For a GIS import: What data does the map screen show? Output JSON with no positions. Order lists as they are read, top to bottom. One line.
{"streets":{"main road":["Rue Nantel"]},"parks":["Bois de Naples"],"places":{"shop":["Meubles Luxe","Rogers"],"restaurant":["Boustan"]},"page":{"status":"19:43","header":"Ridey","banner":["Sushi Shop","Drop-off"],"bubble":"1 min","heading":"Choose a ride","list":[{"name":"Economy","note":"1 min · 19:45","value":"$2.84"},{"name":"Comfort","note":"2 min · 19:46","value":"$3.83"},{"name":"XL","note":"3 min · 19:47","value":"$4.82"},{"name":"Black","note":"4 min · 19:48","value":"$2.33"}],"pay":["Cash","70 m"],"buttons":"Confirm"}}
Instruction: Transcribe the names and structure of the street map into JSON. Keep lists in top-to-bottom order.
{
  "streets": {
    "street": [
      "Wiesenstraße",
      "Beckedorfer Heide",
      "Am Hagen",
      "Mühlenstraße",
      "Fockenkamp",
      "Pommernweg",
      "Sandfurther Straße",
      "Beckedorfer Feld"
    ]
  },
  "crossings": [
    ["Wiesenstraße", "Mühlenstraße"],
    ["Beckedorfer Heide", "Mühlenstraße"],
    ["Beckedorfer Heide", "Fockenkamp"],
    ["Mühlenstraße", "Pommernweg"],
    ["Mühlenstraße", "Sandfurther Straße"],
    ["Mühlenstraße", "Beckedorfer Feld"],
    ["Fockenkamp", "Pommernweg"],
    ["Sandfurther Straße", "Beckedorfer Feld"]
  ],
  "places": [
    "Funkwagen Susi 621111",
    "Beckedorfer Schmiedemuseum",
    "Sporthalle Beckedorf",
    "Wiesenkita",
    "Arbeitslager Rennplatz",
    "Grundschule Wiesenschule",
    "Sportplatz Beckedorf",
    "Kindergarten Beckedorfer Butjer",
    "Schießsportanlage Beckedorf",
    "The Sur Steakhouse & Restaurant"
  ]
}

* * * * *

To do: The entries need to be set down again in full, with no word changed.

Problem solution:
For a GIS import: What data does the map screen show? Output JSON with no positions. Order lists as they are read, top to bottom. One line.
{"streets":{"main road":["Rue Nantel"]},"parks":["Bois de Naples"],"places":{"shop":["Meubles Luxe","Rogers"],"restaurant":["Boustan"]},"page":{"status":"19:43","header":"Ridey","banner":["Sushi Shop","Drop-off"],"bubble":"1 min","heading":"Choose a ride","list":[{"name":"Economy","note":"1 min · 19:45","value":"$2.84"},{"name":"Comfort","note":"2 min · 19:46","value":"$3.83"},{"name":"XL","note":"3 min · 19:47","value":"$4.82"},{"name":"Black","note":"4 min · 19:48","value":"$2.33"}],"pay":["Cash","70 m"],"buttons":"Confirm"}}
Instruction: Transcribe the names and structure of the street map into JSON. Keep lists in top-to-bottom order.
{
  "streets": {
    "street": [
      "Wiesenstraße",
      "Beckedorfer Heide",
      "Am Hagen",
      "Mühlenstraße",
      "Fockenkamp",
      "Pommernweg",
      "Sandfurther Straße",
      "Beckedorfer Feld"
    ]
  },
  "crossings": [
    ["Wiesenstraße", "Mühlenstraße"],
    ["Beckedorfer Heide", "Mühlenstraße"],
    ["Beckedorfer Heide", "Fockenkamp"],
    ["Mühlenstraße", "Pommernweg"],
    ["Mühlenstraße", "Sandfurther Straße"],
    ["Mühlenstraße", "Beckedorfer Feld"],
    ["Fockenkamp", "Pommernweg"],
    ["Sandfurther Straße", "Beckedorfer Feld"]
  ],
  "places": [
    "Funkwagen Susi 621111",
    "Beckedorfer Schmiedemuseum",
    "Sporthalle Beckedorf",
    "Wiesenkita",
    "Arbeitslager Rennplatz",
    "Grundschule Wiesenschule",
    "Sportplatz Beckedorf",
    "Kindergarten Beckedorfer Butjer",
    "Schießsportanlage Beckedorf",
    "The Sur Steakhouse & Restaurant"
  ]
}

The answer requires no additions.